### TASK REQUIREMENTS
Copy out each line of the listing below in which the string "rendered" occurs.

### DATA FOR THE TASK
◇ ◇ ◇

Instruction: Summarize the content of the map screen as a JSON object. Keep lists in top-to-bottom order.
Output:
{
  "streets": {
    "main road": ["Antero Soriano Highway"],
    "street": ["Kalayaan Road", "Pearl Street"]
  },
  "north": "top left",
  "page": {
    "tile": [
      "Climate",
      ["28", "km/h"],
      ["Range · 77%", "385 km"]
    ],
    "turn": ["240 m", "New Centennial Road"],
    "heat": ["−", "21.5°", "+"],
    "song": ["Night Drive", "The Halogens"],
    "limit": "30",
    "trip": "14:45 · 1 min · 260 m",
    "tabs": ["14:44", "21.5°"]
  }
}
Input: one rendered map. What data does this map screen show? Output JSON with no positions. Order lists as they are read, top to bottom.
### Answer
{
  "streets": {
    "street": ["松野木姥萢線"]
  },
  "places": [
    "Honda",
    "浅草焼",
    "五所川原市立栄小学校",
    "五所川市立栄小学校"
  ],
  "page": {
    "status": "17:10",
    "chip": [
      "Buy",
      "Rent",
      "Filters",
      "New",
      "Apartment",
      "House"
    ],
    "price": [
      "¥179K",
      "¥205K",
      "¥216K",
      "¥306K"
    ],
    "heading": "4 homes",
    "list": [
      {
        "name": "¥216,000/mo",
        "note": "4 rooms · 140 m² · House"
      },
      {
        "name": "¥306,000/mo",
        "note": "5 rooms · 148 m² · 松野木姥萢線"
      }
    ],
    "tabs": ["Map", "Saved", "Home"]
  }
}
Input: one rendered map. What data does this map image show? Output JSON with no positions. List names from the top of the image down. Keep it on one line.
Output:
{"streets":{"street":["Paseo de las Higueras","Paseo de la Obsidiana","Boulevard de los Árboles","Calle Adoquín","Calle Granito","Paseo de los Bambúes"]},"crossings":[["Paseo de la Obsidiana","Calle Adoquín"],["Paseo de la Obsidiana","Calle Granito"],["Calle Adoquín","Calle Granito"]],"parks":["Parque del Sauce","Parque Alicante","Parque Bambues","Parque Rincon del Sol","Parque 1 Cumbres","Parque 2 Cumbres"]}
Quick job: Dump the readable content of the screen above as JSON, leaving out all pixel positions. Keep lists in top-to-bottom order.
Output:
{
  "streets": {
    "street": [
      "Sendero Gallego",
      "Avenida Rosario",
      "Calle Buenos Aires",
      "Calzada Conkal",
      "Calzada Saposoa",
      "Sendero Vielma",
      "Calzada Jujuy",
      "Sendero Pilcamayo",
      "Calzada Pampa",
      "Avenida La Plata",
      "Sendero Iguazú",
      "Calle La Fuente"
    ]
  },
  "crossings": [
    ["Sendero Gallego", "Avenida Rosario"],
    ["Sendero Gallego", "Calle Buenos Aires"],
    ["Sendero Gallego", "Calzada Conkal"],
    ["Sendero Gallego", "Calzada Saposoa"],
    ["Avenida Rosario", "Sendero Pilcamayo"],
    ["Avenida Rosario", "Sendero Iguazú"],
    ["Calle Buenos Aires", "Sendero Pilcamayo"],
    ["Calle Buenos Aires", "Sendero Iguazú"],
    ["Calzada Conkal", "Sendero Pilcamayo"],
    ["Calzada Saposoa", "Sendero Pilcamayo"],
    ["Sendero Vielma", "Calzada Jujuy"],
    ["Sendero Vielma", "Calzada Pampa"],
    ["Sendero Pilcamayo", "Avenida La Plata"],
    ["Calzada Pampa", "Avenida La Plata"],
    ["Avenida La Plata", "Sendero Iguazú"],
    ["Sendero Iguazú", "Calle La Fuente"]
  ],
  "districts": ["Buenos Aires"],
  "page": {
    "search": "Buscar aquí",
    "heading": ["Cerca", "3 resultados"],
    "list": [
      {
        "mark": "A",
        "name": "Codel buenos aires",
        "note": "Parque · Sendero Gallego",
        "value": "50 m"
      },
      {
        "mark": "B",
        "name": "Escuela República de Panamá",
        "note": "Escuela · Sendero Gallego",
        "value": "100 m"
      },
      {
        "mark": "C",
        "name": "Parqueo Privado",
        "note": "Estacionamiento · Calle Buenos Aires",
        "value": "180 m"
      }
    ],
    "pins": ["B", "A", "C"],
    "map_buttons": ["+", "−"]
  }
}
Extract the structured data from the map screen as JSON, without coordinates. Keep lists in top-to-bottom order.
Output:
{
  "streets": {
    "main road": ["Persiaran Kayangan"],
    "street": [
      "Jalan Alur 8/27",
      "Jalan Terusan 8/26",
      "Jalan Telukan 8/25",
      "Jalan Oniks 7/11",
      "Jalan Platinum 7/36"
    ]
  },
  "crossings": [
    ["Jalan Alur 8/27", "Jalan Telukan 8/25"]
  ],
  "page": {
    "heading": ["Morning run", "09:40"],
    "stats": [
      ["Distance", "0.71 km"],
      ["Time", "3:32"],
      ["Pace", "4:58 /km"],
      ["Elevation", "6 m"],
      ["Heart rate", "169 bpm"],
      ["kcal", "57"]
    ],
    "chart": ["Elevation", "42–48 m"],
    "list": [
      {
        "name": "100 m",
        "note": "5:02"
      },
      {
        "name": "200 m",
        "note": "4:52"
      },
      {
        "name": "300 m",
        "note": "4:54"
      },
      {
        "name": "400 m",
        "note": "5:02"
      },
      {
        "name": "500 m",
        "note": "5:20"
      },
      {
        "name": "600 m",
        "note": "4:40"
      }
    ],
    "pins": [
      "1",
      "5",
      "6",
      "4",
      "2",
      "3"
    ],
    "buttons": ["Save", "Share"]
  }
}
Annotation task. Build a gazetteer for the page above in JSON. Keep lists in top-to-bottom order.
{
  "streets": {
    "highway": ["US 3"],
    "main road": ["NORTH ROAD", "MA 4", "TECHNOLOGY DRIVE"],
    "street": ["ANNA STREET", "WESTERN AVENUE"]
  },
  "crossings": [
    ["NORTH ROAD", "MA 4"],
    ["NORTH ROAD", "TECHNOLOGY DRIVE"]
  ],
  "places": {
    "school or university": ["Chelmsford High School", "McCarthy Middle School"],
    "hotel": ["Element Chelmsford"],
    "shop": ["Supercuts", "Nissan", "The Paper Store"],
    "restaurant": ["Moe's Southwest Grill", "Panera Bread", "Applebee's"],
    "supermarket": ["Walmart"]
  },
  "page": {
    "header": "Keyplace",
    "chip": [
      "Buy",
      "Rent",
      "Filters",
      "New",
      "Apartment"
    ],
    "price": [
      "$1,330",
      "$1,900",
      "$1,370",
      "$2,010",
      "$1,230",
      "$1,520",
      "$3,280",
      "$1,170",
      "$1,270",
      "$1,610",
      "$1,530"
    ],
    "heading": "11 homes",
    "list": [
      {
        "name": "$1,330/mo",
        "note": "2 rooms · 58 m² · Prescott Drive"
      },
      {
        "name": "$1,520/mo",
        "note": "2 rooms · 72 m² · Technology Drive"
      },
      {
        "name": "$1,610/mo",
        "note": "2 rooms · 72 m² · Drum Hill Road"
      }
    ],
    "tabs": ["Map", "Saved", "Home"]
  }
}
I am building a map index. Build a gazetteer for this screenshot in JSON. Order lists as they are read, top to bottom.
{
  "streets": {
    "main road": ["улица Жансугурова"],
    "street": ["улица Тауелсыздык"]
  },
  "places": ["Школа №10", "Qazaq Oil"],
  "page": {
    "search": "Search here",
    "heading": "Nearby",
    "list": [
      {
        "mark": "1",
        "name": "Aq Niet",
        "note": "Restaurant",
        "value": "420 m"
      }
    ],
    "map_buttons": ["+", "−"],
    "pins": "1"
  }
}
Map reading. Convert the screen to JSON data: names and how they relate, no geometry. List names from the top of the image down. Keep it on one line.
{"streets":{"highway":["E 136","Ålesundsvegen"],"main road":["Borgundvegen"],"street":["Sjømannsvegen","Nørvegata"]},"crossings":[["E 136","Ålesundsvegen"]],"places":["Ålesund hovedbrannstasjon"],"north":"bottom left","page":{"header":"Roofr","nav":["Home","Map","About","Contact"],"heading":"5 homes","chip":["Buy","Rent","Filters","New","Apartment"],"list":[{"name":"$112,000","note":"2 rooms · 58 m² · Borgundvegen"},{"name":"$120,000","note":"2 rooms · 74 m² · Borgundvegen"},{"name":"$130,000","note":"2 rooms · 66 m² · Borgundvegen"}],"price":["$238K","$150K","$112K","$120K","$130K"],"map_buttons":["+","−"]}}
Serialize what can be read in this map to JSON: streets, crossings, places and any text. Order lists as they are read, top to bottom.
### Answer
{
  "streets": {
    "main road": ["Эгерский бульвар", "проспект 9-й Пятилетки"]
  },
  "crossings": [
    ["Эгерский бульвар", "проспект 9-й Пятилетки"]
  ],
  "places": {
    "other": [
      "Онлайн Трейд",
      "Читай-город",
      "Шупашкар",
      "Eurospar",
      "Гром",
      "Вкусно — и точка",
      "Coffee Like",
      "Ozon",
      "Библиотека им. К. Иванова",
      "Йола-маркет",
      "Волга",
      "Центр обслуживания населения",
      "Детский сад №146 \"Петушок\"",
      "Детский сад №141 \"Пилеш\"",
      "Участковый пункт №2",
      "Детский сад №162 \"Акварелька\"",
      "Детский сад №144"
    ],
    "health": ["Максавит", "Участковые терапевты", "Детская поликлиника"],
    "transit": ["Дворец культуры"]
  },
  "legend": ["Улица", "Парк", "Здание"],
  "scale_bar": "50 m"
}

◇ ◇ ◇

### ANSWER TO THIS PROBLEM
Input: one rendered map. What data does this map screen show? Output JSON with no positions. Order lists as they are read, top to bottom.
Input: one rendered map. What data does this map image show? Output JSON with no positions. List names from the top of the image down. Keep it on one line.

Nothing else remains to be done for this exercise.